Шуре стало неудобно перед Федькой и захотелось спрятаться под стол.
– Гаф, гаф, гаф! – визгливо поддержала Эльвиру Викентьевну Сюсенька, со стороны бассейна. Приближаться к столу она опасалась, так как на коленях у Моргунова устроился кот Фёдор, который одним глазом отслеживал Сюсенькины телодвижения.
– Нет, Эльвира Викентьевна, я не фашист, не нацист, не алкаш и не наркоман. И даже не гомосексуалист! Не беспокойтесь. Спасибо вам за шашлык. Очень вкусно. Я, пожалуй, поеду. – Федька снял с колен кота Фёдора и передал его Шуре. Фёдор недовольно скрипнул.
– Я тебя провожу. – Встрепенулась Шура.
– До свидания. – Федька встал, кивнул Эльвире Викентьевне и пожал руку, подскочившему вслед Пьетрофичу.
– Ну, бывай. Если чего не так сказали, не обижайся. Мы люди пожилые, с тараканами. – Пьетрофич пожал Федьке руку и похлопал его по плечу.
– Ну что вы! За что мне обижаться? Все в порядке. – Федька еще раз кивнул Эльвире Викентьевне и пошел в сторону мотоцикла. Шура кинулась следом, прижимая к себе кота Фёдора.
Федька нацепил свои замысловатые штаны, скинул шлепанцы и стал надевать сапоги-сандалии.
– Федька, правда, ты не обиделся? Не знаю, что за муха их укусила.
– Брось, Шурик! Это они от шока, – добродушно заметил Федька.
– Какого шока?
– Не каждый раз к людям в дом вламывается звезда экрана.
Шура захихикала. Наконец, Федька справился с многочисленными ремнями на своих странных ботах и выпрямился.
– А ты, правда, звезда экрана?
– Пока нет. Но буду обязательно. И еще этим, как его? Секс-символом!
– Я тебе верю. Только не зазнавайся, ладно?

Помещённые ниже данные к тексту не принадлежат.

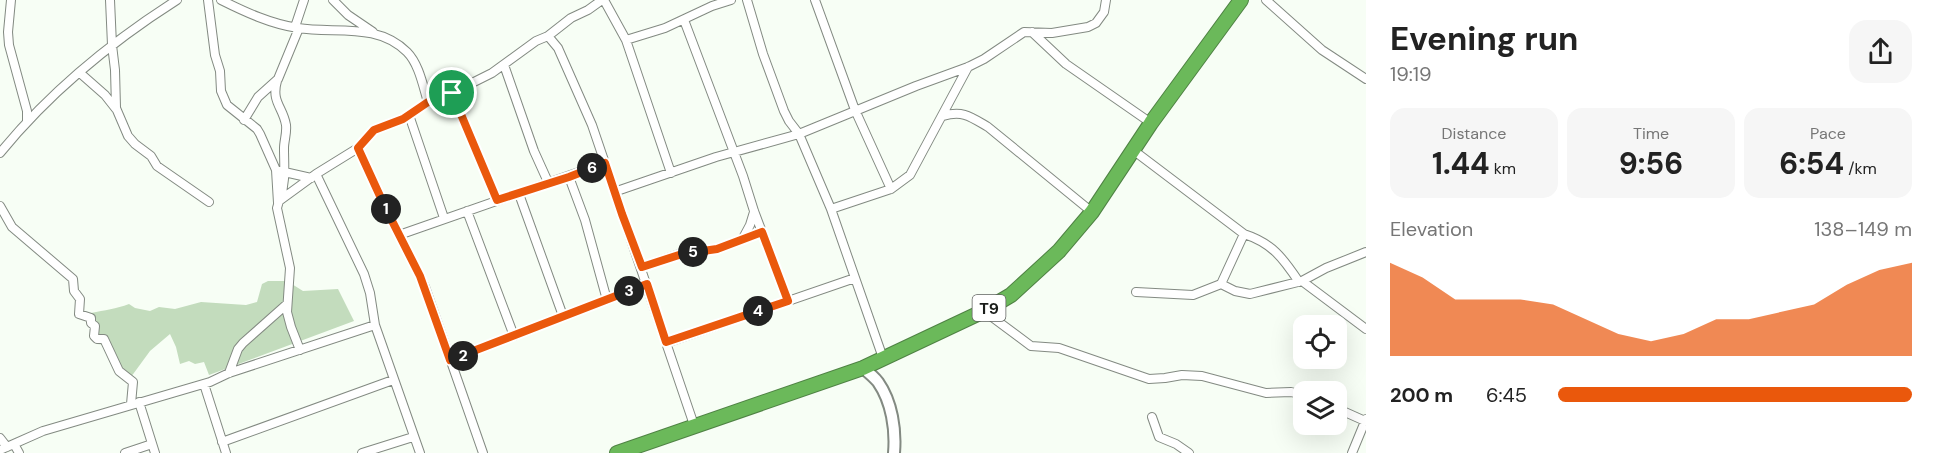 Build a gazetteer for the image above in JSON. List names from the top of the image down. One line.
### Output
{"streets":{"highway":["T9"]},"page":{"heading":["Evening run","19:19"],"stats":[["Distance","1.44 km"],["Time","9:56"],["Pace","6:54 /km"]],"pins":["6","1","5","3","4","2"],"chart":["Elevation","138–149 m"],"list":[{"name":"200 m","note":"6:45"}]}} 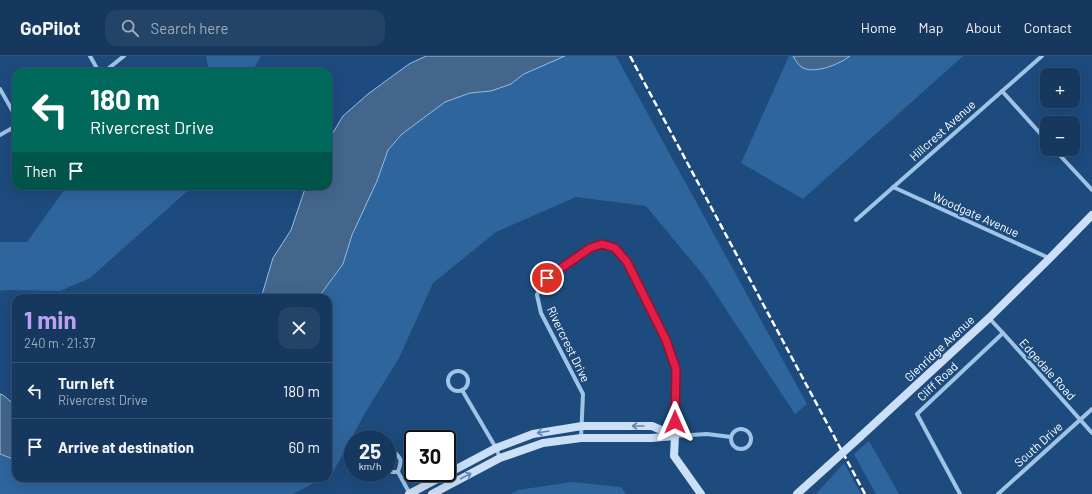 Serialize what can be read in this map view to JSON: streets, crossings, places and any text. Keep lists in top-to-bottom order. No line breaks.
{"streets":{"street":["Hillcrest Avenue","Woodgate Avenue","Rivercrest Drive","Glenridge Avenue","Edgedale Road","Cliff Road","South Drive"]},"crossings":[["Hillcrest Avenue","Woodgate Avenue"],["Woodgate Avenue","Glenridge Avenue"],["Glenridge Avenue","Edgedale Road"],["Edgedale Road","Cliff Road"],["Edgedale Road","South Drive"]],"page":{"header":"GoPilot","search":"Search here","nav":["Home","Map","About","Contact"],"map_buttons":["+","−"],"turn":["180 m","Rivercrest Drive"],"then":"Then","heading":["1 min","240 m · 21:37"],"list":[{"name":"Turn left","note":"Rivercrest Drive","value":"180 m"},{"name":"Arrive at destination","value":"60 m"}],"speed":"25 km/h","limit":"30"}} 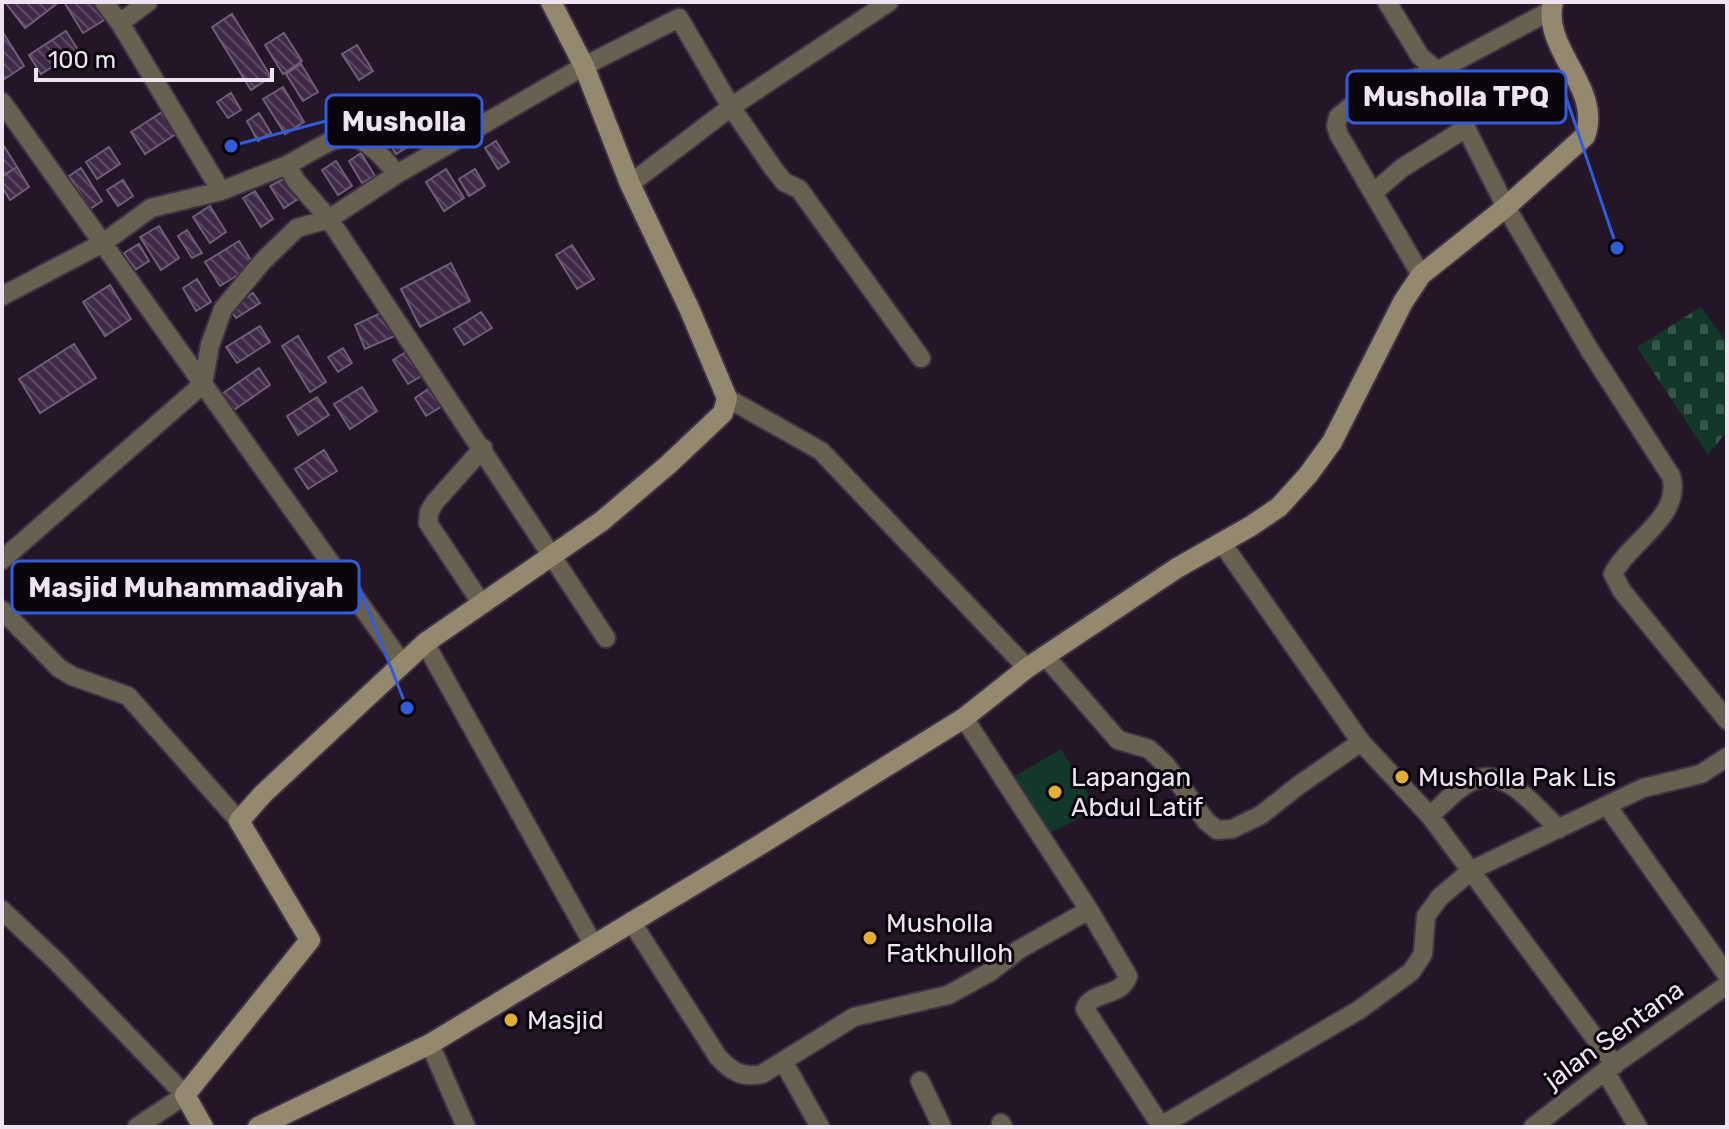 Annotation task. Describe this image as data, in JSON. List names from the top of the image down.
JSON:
{
  "streets": {
    "street": ["jalan Sentana"]
  },
  "places": [
    "Musholla",
    "Musholla TPQ",
    "Masjid Muhammadiyah",
    "Musholla Pak Lis",
    "Lapangan Abdul Latif",
    "Musholla Fatkhulloh",
    "Masjid"
  ],
  "scale_bar": "100 m"
}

– Не получится. – Федька замотал головой. – Я бы тебя сейчас, конечно, поцеловал на прощанье, чтобы тебе потом было, что вспомнить и внукам рассказать, но, боюсь, ты меня портфелем шарахнешь.
– Не бойся. Видишь, у меня руки котом заняты.
– Спасибо, Фёдор, – сказал Федька коту и поцеловал Шуру.
И, странное дело, Шуре захотелось, чтобы этот поцелуй никогда не кончался. Как будто током ее шандарахнуло. И еще Шура подумала, что никогда в жизни не стала бы вот так с бухты-барахты целоваться с этим здоровенным бородатым мужиком, если бы не знала его с детства, как облупленного. И с другой стороны, если бы Федька Моргунов не вырос вдруг в здоровенного детину, да еще с бородой, она бы с ним тоже ни за что целоваться бы не стала. Такая вот коллизия!
– Телефон-то свой мне дашь? Или опять встретимся случайно лет через десять? – Федькин голос вырвал Шуру из оцепенения.
Она продиктовала номер, а Федька записал его в свой мобильник.
– Ну все! Не скучай без меня!
– Не получится. – Шура стояла столбом и смотрела, как Федька надел куртку, нацепил свой шлем с рогами и умчался в теплую июньскую белую ночь.